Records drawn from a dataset
*** Block opens ***

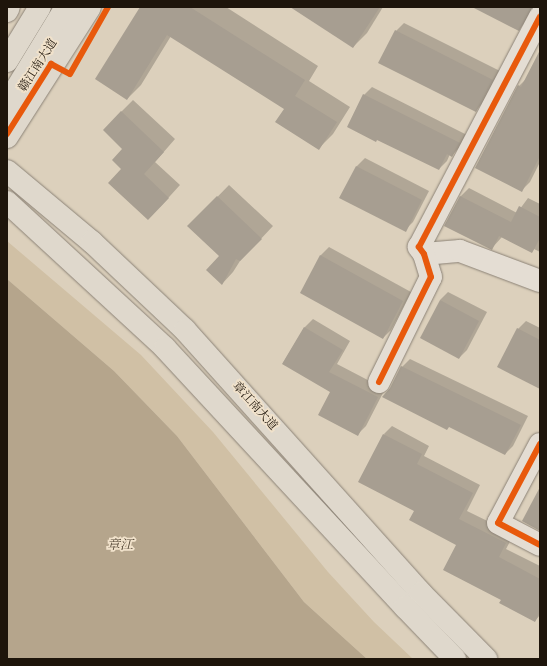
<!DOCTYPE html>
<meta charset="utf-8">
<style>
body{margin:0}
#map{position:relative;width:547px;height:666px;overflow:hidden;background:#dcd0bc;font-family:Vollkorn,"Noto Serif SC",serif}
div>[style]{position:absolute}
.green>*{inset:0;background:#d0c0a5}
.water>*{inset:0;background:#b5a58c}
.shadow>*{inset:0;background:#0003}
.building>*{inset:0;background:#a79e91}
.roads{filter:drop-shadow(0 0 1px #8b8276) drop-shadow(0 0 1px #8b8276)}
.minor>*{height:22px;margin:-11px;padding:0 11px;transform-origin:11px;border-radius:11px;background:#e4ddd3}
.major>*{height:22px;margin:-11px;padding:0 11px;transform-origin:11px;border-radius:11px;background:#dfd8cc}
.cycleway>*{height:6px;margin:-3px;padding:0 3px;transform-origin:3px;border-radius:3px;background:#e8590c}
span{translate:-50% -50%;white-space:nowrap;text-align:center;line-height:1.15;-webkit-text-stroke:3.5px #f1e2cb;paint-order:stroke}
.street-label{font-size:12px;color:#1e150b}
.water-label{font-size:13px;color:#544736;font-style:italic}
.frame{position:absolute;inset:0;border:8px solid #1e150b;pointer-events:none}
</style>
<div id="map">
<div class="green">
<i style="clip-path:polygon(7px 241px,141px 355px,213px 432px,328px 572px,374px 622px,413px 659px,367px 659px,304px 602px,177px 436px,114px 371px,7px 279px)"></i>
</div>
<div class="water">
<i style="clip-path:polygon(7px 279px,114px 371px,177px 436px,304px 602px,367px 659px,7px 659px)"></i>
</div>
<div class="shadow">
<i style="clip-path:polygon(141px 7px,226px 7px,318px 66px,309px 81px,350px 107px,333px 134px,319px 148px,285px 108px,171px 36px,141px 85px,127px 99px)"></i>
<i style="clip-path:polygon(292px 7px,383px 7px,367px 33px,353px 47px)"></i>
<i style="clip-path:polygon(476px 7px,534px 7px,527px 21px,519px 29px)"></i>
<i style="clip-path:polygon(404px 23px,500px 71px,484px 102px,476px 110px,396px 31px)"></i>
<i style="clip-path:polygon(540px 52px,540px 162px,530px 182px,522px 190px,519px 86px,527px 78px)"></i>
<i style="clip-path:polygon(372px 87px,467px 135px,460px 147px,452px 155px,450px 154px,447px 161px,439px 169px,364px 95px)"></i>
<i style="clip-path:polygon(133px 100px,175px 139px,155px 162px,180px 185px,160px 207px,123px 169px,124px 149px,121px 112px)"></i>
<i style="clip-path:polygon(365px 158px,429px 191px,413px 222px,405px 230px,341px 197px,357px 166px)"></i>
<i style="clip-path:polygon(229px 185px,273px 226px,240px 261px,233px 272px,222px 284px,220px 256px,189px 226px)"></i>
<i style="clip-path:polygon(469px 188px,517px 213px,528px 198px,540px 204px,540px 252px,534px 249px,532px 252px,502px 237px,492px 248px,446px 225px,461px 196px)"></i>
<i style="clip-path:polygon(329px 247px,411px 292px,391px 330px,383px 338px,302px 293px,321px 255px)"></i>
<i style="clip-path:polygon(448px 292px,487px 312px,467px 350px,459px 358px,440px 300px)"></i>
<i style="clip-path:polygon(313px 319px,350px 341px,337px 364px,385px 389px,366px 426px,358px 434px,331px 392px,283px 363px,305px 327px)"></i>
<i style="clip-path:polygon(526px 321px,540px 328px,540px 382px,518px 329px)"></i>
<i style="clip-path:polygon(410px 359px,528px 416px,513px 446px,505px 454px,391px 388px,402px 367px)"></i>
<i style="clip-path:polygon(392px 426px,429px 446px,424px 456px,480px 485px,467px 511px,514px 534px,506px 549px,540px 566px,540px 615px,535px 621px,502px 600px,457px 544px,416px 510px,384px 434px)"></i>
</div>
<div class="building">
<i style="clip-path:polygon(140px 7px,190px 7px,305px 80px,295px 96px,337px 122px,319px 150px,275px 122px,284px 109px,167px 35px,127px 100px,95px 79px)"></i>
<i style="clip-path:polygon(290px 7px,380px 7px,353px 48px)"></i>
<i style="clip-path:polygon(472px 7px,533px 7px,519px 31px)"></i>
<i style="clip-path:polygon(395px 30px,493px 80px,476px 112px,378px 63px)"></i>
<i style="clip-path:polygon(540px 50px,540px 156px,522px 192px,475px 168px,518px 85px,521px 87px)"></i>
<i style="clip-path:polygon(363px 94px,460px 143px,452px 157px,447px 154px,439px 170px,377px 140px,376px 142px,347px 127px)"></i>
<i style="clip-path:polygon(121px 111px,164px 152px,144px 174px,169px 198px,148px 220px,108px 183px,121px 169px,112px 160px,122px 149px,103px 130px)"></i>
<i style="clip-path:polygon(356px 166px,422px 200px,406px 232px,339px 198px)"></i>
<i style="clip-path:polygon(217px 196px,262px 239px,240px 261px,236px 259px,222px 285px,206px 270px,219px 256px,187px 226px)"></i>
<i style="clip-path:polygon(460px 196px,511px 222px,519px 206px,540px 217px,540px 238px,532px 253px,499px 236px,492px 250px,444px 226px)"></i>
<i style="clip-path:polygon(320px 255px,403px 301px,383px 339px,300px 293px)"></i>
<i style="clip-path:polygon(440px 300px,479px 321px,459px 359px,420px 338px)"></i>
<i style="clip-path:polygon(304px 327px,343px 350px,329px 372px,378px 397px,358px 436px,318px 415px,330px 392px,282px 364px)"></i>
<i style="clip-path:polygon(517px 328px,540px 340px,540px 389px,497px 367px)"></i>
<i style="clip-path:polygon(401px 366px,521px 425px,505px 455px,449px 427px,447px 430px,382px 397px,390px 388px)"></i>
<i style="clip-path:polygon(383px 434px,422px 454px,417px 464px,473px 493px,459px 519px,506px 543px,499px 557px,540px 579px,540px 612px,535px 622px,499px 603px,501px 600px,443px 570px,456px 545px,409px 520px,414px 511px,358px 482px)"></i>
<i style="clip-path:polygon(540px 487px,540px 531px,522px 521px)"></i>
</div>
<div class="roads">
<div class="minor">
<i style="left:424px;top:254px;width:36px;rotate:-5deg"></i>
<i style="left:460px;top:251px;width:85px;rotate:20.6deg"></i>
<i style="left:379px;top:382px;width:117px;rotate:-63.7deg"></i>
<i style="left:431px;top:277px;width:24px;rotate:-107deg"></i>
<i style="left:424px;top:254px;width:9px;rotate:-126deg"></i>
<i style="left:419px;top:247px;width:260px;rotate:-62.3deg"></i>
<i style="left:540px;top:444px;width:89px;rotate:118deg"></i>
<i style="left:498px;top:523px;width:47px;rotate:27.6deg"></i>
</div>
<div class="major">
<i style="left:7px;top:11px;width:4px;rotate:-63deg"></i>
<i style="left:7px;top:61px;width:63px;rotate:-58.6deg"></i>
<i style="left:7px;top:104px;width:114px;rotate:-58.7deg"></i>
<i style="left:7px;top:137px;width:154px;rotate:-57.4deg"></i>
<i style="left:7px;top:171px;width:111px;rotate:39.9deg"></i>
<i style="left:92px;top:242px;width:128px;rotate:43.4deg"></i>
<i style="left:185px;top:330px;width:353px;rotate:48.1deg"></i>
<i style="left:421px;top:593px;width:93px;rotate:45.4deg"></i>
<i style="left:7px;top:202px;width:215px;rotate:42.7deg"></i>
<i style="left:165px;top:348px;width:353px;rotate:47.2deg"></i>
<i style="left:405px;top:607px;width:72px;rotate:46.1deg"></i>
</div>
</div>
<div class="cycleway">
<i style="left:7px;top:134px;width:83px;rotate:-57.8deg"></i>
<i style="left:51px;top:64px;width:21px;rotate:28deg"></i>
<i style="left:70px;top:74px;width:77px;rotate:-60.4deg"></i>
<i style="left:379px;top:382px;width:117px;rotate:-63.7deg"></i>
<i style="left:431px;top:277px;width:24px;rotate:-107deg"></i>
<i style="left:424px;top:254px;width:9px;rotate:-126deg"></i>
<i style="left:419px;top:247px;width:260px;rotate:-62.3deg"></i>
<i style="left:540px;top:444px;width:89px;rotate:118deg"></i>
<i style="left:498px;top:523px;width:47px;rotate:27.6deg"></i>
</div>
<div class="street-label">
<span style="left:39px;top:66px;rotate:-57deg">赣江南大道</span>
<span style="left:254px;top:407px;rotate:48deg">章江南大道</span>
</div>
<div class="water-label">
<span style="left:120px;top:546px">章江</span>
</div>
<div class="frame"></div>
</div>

*** Block closes ***

**ACTION ITEM**
With the pictures omitted, set down each line exactly, starting at the first line of the records above and ending with the line that contains "1px #8b8276) drop-shadow(0".

**OUTPUT**
<!DOCTYPE html>
<meta charset="utf-8">
<style>
body{margin:0}
#map{position:relative;width:547px;height:666px;overflow:hidden;background:#dcd0bc;font-family:Vollkorn,"Noto Serif SC",serif}
div>[style]{position:absolute}
.green>*{inset:0;background:#d0c0a5}
.water>*{inset:0;background:#b5a58c}
.shadow>*{inset:0;background:#0003}
.building>*{inset:0;background:#a79e91}
.roads{filter:drop-shadow(0 0 1px #8b8276) drop-shadow(0 0 1px #8b8276)}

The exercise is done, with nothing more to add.